> **How to complete this task**: Tally the lines in the listing below that hold the string "absolute", and reply with that tally alone.

> **Records supplied**:
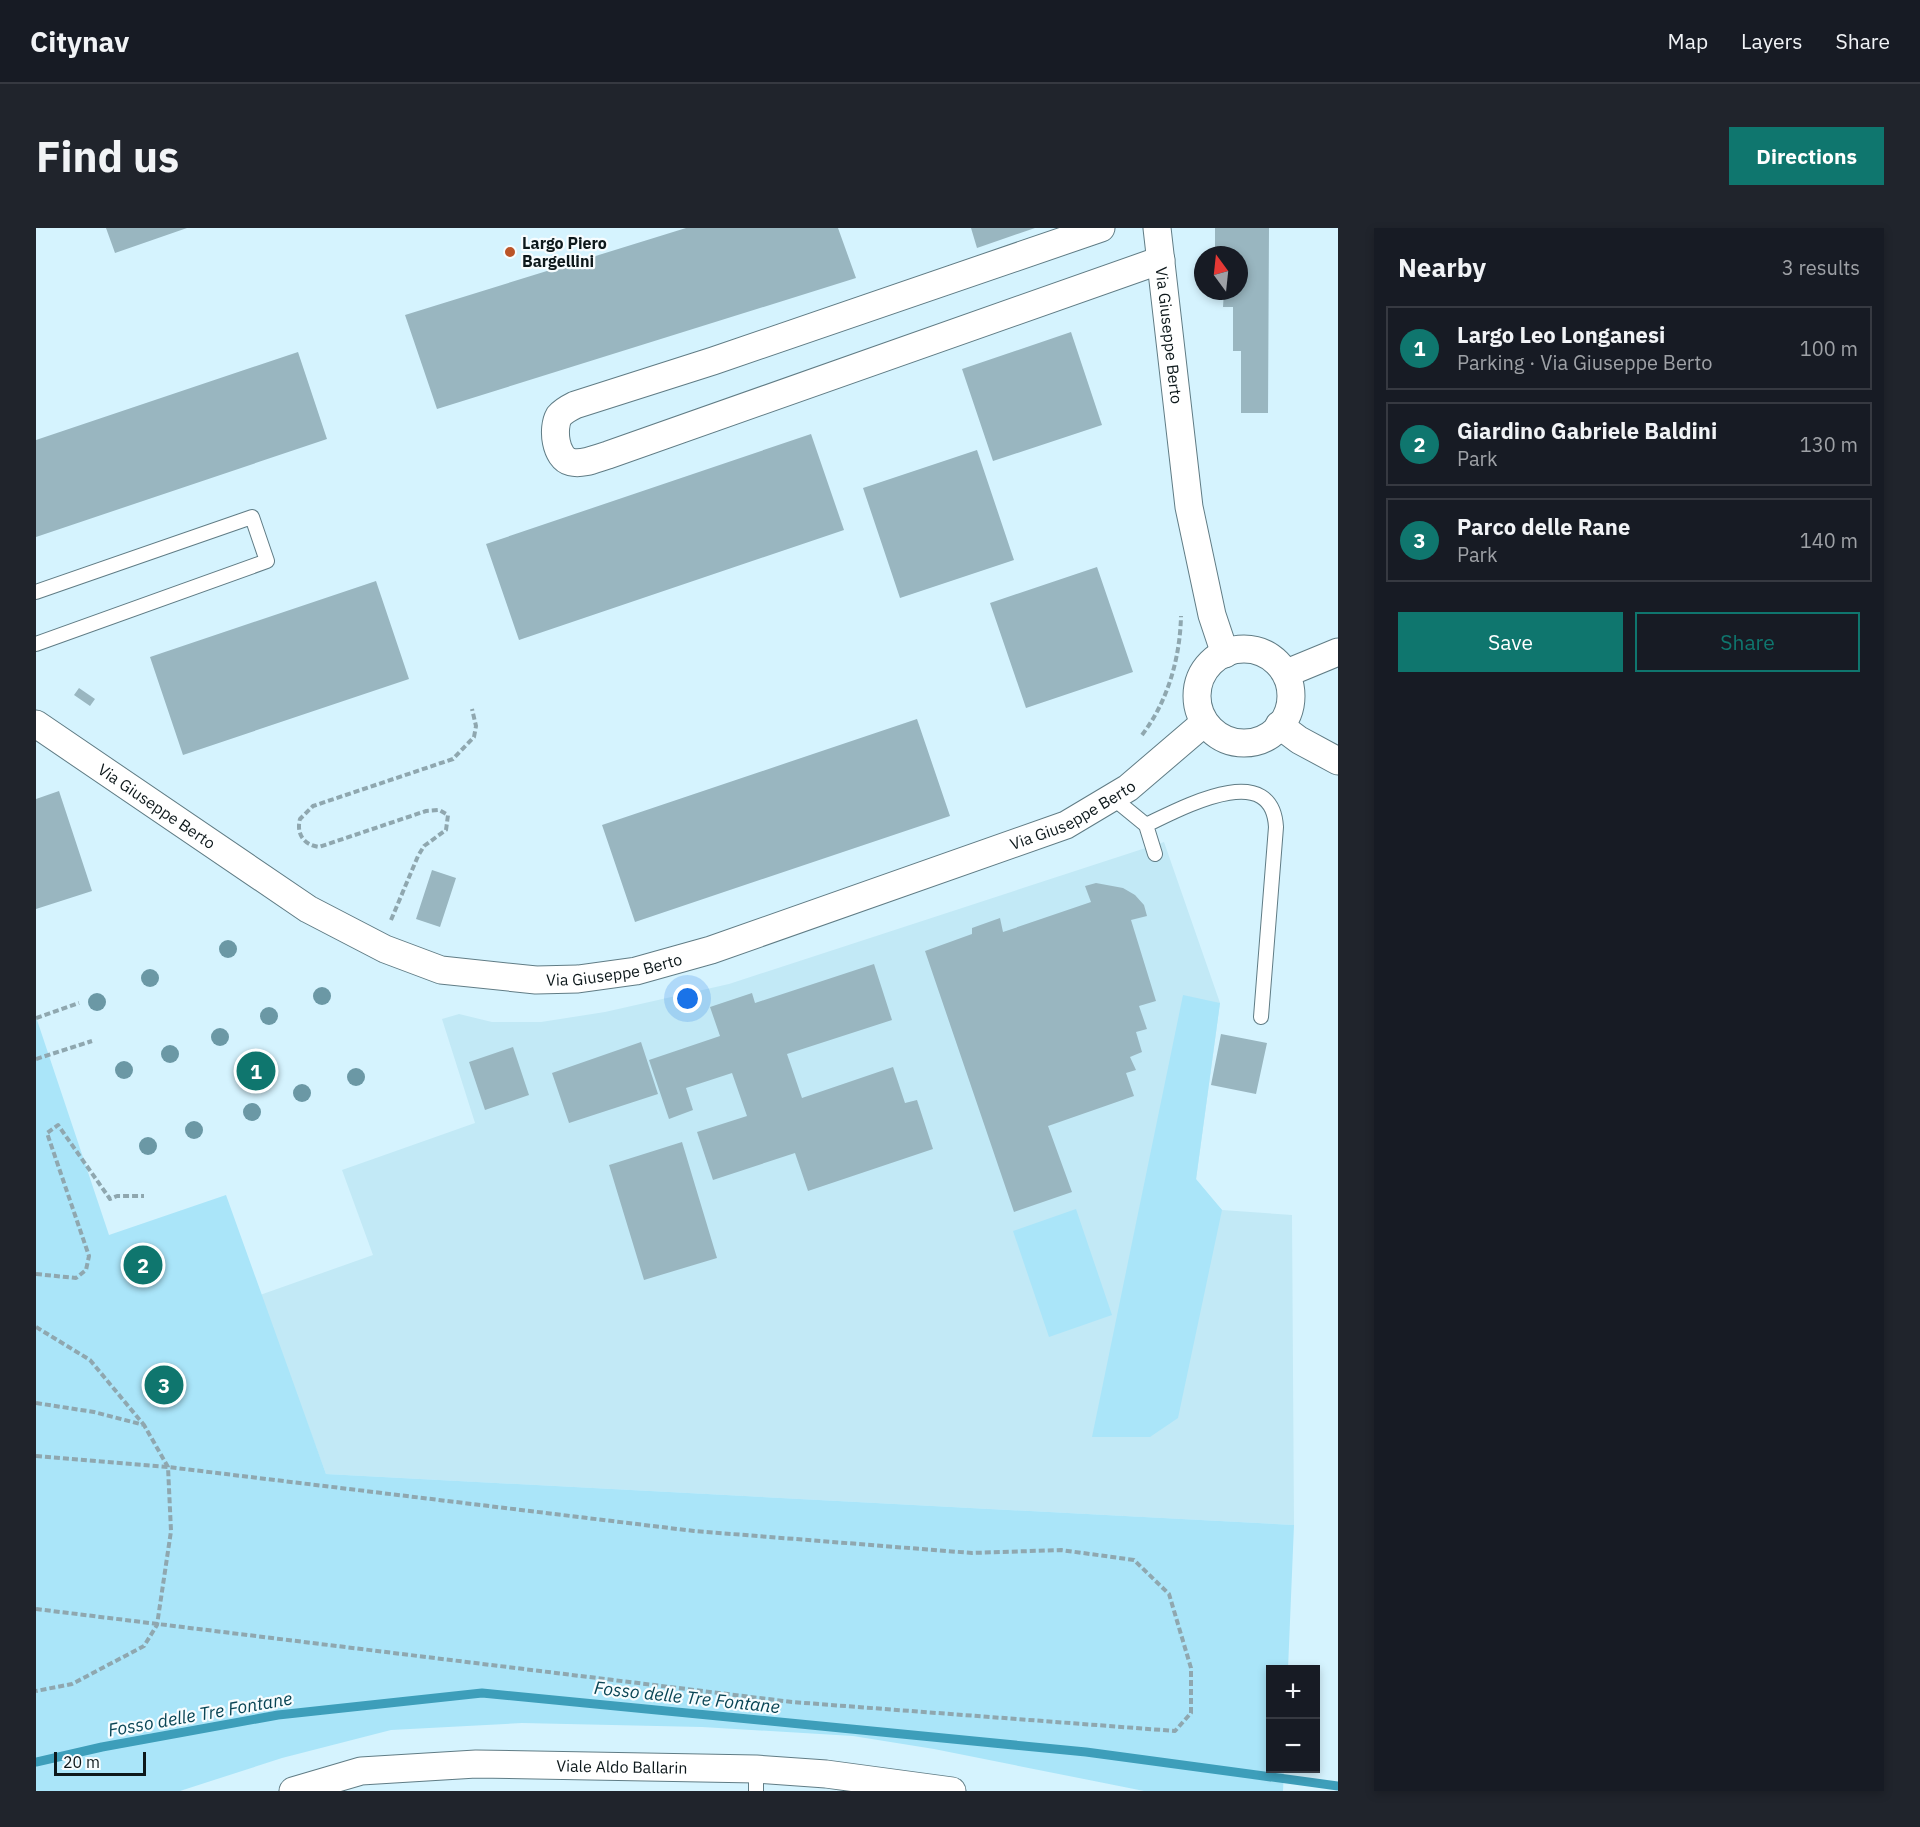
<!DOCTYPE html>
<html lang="en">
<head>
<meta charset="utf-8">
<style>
  :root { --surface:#171b24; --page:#20242c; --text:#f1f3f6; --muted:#9ea1a6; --line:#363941; --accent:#0f766e }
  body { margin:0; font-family:"IBM Plex Sans",sans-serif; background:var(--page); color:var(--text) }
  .controls { position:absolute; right:18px; bottom:18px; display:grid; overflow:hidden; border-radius:0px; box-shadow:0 3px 9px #0003 }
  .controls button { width:54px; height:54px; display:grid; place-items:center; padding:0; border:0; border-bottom:2px solid var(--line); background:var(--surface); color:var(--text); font:30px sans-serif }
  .compass { position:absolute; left:1158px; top:18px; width:54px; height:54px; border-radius:50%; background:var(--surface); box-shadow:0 3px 9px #0003; rotate:345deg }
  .scale { position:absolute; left:18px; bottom:15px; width:92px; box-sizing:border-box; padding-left:6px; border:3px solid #0d181b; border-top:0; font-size:16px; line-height:21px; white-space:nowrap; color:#0d181b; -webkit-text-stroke:4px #f6fcfe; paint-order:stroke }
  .you { position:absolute; left:652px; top:771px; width:21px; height:21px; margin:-15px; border:4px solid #fff; border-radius:50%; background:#1a73e8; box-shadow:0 0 0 9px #1a73e833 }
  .badge { display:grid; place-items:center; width:39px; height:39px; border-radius:50%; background:var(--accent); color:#fff; font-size:20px; font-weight:700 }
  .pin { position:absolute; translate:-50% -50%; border:3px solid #fff; box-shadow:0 2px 6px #0006 }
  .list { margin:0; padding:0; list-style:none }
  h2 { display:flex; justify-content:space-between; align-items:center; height:78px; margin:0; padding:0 24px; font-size:26px }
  h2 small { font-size:20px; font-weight:400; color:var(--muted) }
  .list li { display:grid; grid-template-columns:39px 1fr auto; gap:18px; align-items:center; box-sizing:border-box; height:84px; margin:0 12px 12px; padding:0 12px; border:2px solid var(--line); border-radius:0px }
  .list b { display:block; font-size:22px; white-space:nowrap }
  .list p { margin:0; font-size:20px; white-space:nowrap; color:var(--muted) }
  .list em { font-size:20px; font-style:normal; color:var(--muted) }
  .actions { display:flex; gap:12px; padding:18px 24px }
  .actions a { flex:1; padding:14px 0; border:2px solid var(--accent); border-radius:0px; text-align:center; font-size:21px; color:var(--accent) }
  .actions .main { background:var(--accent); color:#fff }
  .map { position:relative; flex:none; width:1302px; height:1563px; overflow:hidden; border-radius:0px }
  header { display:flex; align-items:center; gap:36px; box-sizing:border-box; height:84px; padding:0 30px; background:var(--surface); border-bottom:2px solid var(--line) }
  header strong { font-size:28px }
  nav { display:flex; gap:33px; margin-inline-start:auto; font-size:21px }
  .intro { display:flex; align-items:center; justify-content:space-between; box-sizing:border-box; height:144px; padding:0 36px }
  h1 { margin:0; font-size:42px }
  .button { padding:15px 27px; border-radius:0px; background:var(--accent); color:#fff; font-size:21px; font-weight:700 }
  main { display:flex; gap:36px; padding:0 36px }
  aside { flex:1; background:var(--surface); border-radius:0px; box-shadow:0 3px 9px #0003 }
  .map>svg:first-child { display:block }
  .built { fill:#c2e9f6 }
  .green { fill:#aae5f9 }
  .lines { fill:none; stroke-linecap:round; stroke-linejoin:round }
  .stream { stroke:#3d9eba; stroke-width:9 }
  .building { fill:#99b6c0 }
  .service-casing { stroke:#607c85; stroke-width:16 }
  .minor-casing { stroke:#607c85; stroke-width:29 }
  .path { stroke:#8fa7af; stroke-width:4; stroke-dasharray:6 3; stroke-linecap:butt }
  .service { stroke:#fff; stroke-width:14 }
  .minor { stroke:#fff; stroke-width:27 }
  .tree { fill:#6b98a5 }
  .poi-dot { fill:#bb5428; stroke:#f6fcfe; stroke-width:2 }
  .labels { text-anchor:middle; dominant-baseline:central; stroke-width:4.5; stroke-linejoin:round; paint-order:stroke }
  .poi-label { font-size:16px; font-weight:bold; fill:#0d181b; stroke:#f6fcfe; text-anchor:start }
  .street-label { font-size:16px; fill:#0d181b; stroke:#f6fcfe }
  .water-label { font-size:18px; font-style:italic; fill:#094555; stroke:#f6fcfe }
</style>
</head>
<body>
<header>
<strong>Citynav</strong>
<nav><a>Map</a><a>Layers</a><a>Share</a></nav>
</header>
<div class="intro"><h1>Find us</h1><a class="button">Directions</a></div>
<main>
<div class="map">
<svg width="1302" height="1563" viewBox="0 0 1302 1563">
  <rect width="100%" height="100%" fill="#d5f3fe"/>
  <path class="built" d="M 1128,614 L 1184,775 L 1160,952 L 1186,982 L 1256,987 L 1258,1297 L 290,1246 L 224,1067 L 337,1027 L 306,942 L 439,895 L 406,791 L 423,786 L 456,794 L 505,794 L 569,784 L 693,756 Z"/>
  <path class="green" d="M 1147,767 L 1184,775 L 1160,951 L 1186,982 L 1142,1190 L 1114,1209 L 1056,1209 Z
    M 0,789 L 73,1007 L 190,967 L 290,1246 L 1258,1297 L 1252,1441 L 1234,1442 L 1234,1540 L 1248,1541 L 1247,1563 L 1108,1563 L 898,1521 L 817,1508 L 666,1499 L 486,1495 L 355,1502 L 246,1530 L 144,1563 L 0,1563 Z
    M 1040,981 L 1076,1087 L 1013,1109 L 977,1003 Z"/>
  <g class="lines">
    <path class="stream" d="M 0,1534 L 66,1519 L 242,1487 L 446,1465 L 1050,1524 L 1302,1558"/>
  </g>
  <path class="building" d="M 70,0 L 151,0 L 79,25 Z
    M 650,0 L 802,0 L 820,50 L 401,181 L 369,87 Z
    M 935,0 L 999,0 L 941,20 Z
    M 1179,0 L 1233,0 L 1232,185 L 1205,185 L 1205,123 L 1197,123 L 1197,79 L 1187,79 L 1188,63 L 1203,63 L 1203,27 L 1179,27 Z
    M 1035,104 L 1066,197 L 957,233 L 926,141 Z
    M 262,124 L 291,211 L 0,309 L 0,212 Z
    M 775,206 L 808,302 L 483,412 L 450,316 Z
    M 941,222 L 978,332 L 864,370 L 827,260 Z
    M 1061,339 L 1097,444 L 990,480 L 954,375 Z
    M 340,353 L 373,451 L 147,527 L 114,429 Z
    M 43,460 L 59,471 L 54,478 L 38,467 Z
    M 881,491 L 914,588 L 599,694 L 566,597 Z
    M 23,563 L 56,663 L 0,681 L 0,571 Z
    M 396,642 L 420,650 L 404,699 L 380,691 Z
    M 1060,655 L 1087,660 L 1099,667 L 1108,677 L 1111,688 L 1095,692 L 1120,773 L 1103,778 L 1111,801 L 1100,804 L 1106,824 L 1094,829 L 1100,842 L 1090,845 L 1098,868 L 1012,898 L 1036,964 L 978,984 L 889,723 L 936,706 L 936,700 L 964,690 L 967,704 L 1055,674 L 1049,658 Z
    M 838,736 L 856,792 L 751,826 L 766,870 L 857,839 L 869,875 L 881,872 L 897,921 L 772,963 L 759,925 L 677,952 L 661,904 L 711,888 L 696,845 L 650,860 L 657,882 L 633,891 L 613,832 L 684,808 L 674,779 L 716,765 L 719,775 Z
    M 1185,806 L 1231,815 L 1220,866 L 1175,857 Z
    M 605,814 L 622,866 L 533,895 L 516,845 Z
    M 477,819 L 493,867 L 449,882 L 433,834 Z
    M 646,914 L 681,1030 L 608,1052 L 573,937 Z"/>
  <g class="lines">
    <g class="service-casing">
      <path id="service" d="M 0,364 L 216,289 L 231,333 L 0,416
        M 1077,570 L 1110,597 L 1119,626
        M 1110,597 C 1144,581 1236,530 1240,599 L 1225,789
        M 720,1563 L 720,1541"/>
    </g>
    <g class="minor-casing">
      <g id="minor">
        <path d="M 1065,0 L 677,133 L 539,177 C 533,180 527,183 523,188 C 516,200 519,230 535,234 C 547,237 561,230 572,227 L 1125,32"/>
        <path id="s1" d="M 1121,0 L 1153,279 L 1176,387 L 1189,426"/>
        <circle cx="1208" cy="468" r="47"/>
        <path d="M 1251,445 L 1302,424"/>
        <path id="s2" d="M 0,496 L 272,681 L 349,721 L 405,742 L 500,752 L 542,751 L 600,743 L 675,722 L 1030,597 L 1092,560 L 1168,495"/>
        <path d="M 1243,497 L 1263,512 L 1302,533"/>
        <path id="s3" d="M 257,1563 L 325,1543 L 440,1536 L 720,1541 L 790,1546 L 916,1563"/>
      </g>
    </g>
    <path class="path" d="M 1106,507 C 1132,473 1144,430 1145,388
      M 355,692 L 382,628 L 388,618 L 410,602 L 412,587 L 403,582 L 390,583 L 283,619 C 268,617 260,606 264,591 L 277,578 L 417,531 L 438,509 L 440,498 L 436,481
      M 0,790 L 43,775
      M 0,831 L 56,813
      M 0,1046 L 40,1050 L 50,1042 L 53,1028 L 11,905 L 22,897 L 74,971 L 81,968 L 108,968
      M 0,1099 L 54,1132 L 108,1197
      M 0,1175 L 58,1184 L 108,1197 L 132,1239 L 135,1303 L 121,1397 L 108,1418 L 36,1456 L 0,1463
      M 0,1228 L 132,1239 L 658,1303 L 936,1325 L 1025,1322 L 1098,1332 L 1133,1366 L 1155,1440 L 1155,1485 L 1139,1503 L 756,1474 L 0,1381"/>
    <use href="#service" class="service"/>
    <use href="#minor" class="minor"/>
  </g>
  <g class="tree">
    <circle cx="192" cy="721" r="9"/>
    <circle cx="114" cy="750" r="9"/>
    <circle cx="286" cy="768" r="9"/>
    <circle cx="61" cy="774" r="9"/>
    <circle cx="233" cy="788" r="9"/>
    <circle cx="184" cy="809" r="9"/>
    <circle cx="134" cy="826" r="9"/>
    <circle cx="88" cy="842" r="9"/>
    <circle cx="320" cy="849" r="9"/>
    <circle cx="266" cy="865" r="9"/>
    <circle cx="216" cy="884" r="9"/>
    <circle cx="158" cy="902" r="9"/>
    <circle cx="112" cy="918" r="9"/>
  </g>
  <circle class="poi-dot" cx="474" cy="24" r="6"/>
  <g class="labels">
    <g class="poi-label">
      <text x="486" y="15">Largo Piero<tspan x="486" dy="18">Bargellini</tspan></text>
    </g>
    <g class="street-label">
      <text stroke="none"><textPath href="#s1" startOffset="108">Via Giuseppe Berto</textPath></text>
      <text stroke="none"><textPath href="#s2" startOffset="146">Via Giuseppe Berto</textPath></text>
      <text stroke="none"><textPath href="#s2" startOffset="1136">Via Giuseppe Berto</textPath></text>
      <text stroke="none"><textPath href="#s2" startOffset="650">Via Giuseppe Berto</textPath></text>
      <text stroke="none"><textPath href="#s3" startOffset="332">Viale Aldo Ballarin</textPath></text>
    </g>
    <g class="water-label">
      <text transform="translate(651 1469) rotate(6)">Fosso delle Tre Fontane</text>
      <text transform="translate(164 1486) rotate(-10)">Fosso delle Tre Fontane</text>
    </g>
  </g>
</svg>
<div class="controls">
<button>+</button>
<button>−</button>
</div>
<svg class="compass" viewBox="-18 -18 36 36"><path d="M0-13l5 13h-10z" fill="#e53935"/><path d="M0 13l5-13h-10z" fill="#9ea1a6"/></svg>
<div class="scale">20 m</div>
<div class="you"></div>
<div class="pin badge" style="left:220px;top:843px">1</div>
<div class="pin badge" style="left:107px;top:1037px">2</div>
<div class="pin badge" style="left:128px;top:1157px">3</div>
</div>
<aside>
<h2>Nearby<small>3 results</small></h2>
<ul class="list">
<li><span class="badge">1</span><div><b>Largo Leo Longanesi</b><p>Parking · Via Giuseppe Berto</p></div><em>100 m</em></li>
<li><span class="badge">2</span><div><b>Giardino Gabriele Baldini</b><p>Park</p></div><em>130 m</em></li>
<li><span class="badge">3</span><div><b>Parco delle Rane</b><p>Park</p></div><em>140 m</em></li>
</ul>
<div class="actions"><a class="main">Save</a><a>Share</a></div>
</aside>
</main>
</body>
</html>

> **Final answer**: 5